Todos conocemos el famoso dicho que reza aquello de “entre el amor y el odio hay un solo paso”. Sí, pero ¿cuánto es de grande o de largo? ¿Por qué, en tan poco tiempo, podemos pasar de palpitar en favor de alguien a revolucionarnos en su contra?
Está el pequeño paso, que repetido en infinidad de ocasiones se convierte casi en un peligroso sprint. Ese tira y afloja que llevan algunas parejas. Hoy te quiero, mañana te quiero matar. Esas relaciones tormentosas que crean adicción. La pregunta es: ¿Hasta cuándo podrán mantener el equilibrio dos personas que no dejan de tambalearse hacia atrás y hacia delante?

Después está el paso intermedio, aquel que parecía ser enorme en un primer momento pero que al final resultó ser algo natural y de justa medida. Porque en muchas ocasiones el ser humano ejerce aquello de ser racional, y con el tiempo –como todo lo que tiene que hacerse esperar– se olvidan los odios, se cicatrizan algunas heridas y se deja paso a una amistad.
Pero también está el paso gigante. Si lo pensamos fríamente, resulta incomprensible el pasar de compartir nuestra vida con una persona a negarle, incluso, el saludo. Resulta antihumano el hecho de forzarse a odiar o a olvidar a alguien tan importante midiendo solo una pequeña parte o el final de una relación. Pero existe, es un paso monumental en el que no hay marcha atrás. En este caso entre el amor y el odio hay un paso, sí, pero como lo hay de la Tierra a la Luna, casi tan grande como el que tuvo que dar Armstrong.
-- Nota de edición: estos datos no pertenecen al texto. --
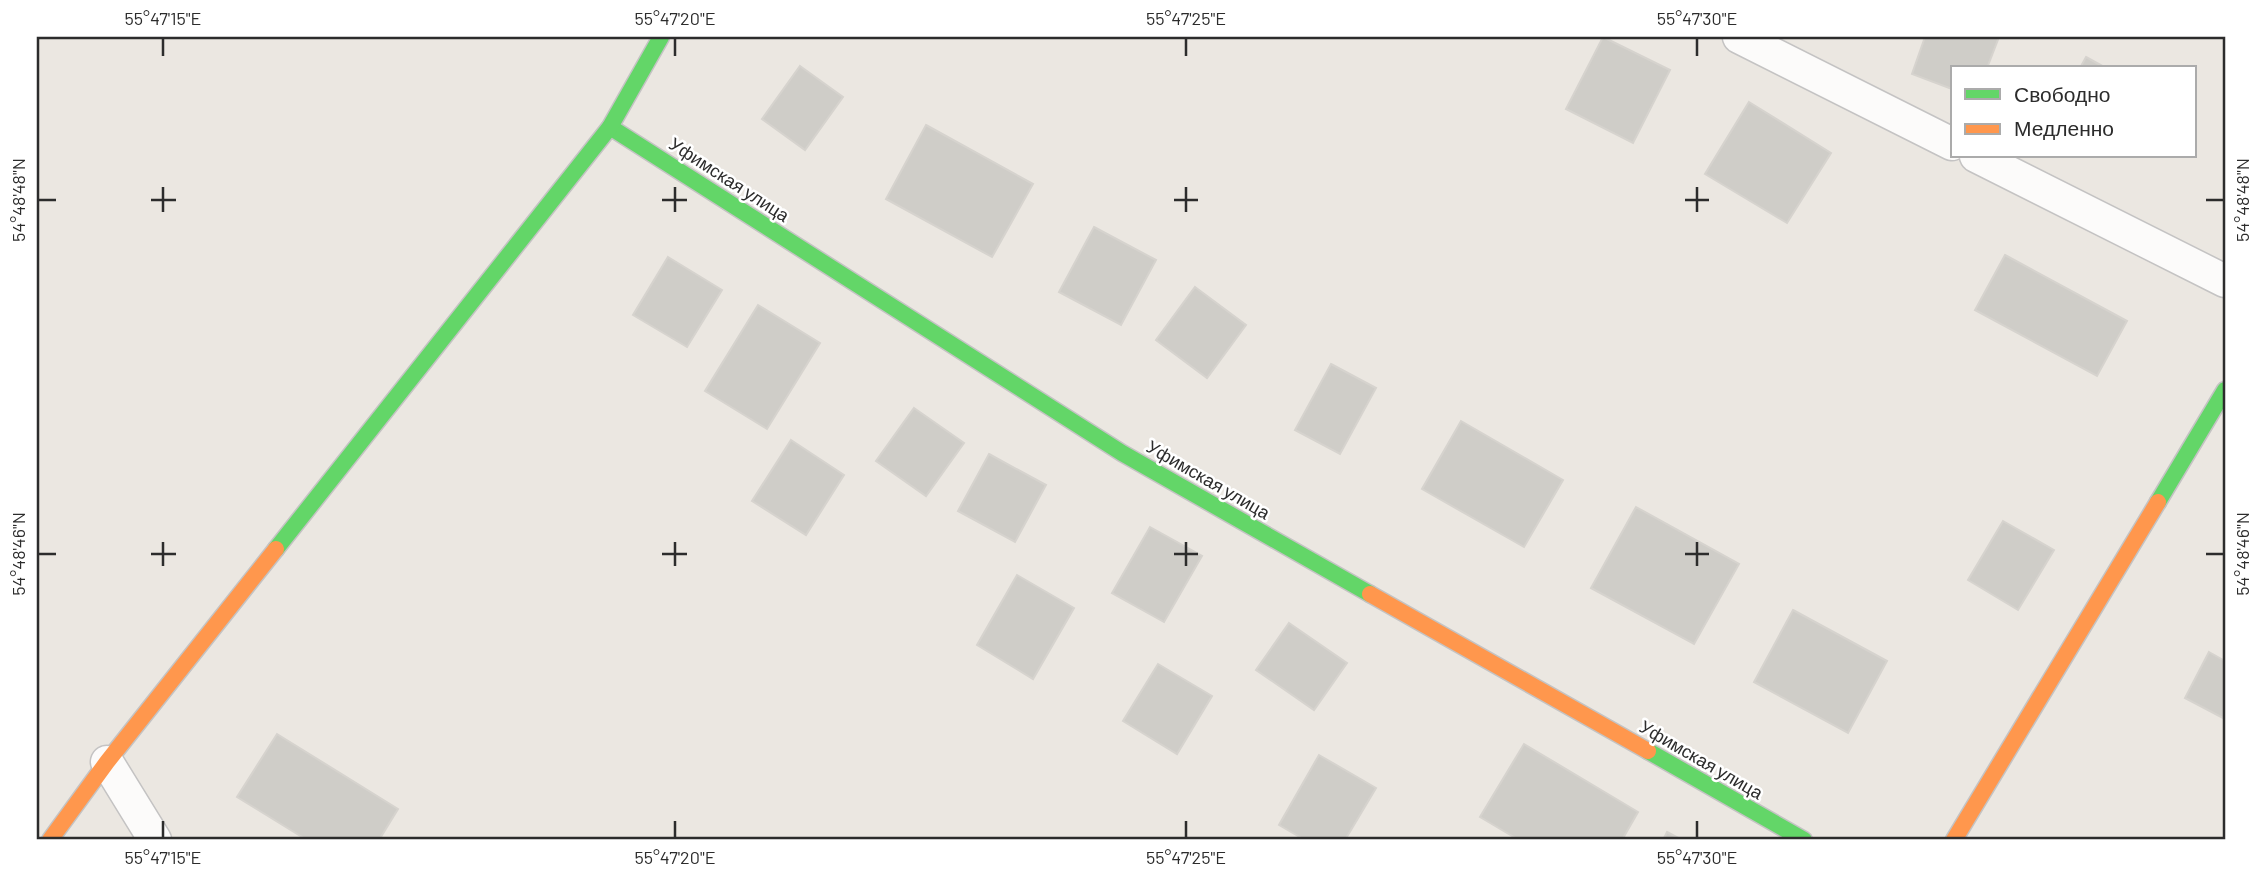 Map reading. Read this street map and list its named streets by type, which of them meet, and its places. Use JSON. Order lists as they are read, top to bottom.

Mi teoría es que todo el mérito y toda la culpa reside en el corazón. Ese órgano muscular imposible de domesticar, tan fiero y atento que odia la indiferencia y la tranquilidad. Capaz de amar y de despreciar; capaz de achicarse para caber en el puño de alguien o de hacerse enorme para defenderse; capaz de bombear sangre o de bombardearla. Supongo que solo aquel que ha sentido muchísimo amor hacia una persona, se ha podido permitir después el error de odiarla. Lo llamo error porque el odiar sin antes haber sentido amor es una enfermedad. Y guiarse por el corazón está bien si quieres vivir y sentir con intensidad, aunque ateniéndose a las consecuencias.

Pero no le echemos todas las culpas ni le colguemos todas las medallas al corazón, porque ahora viene la Ciencia y nos explica, después de varios estudios neurológicos, que el amor y el odio activan las mismas zonas cerebrales, y que puede que ambos se parezcan más de lo que creemos.
Lo que está claro es que en el amor se puede quedar uno a vivir, pero que el odio –si se llega a él– solo puede ser un lugar transitorio, un paso reversible. Que muchas veces parecen disfrazarse con el mismo atuendo pero que, si te fijas, la diferencia es enorme; y si lo tocas y lo sientes, la diferencia pasa a ser abismal. Menos mal que el amor siempre acabará venciendo.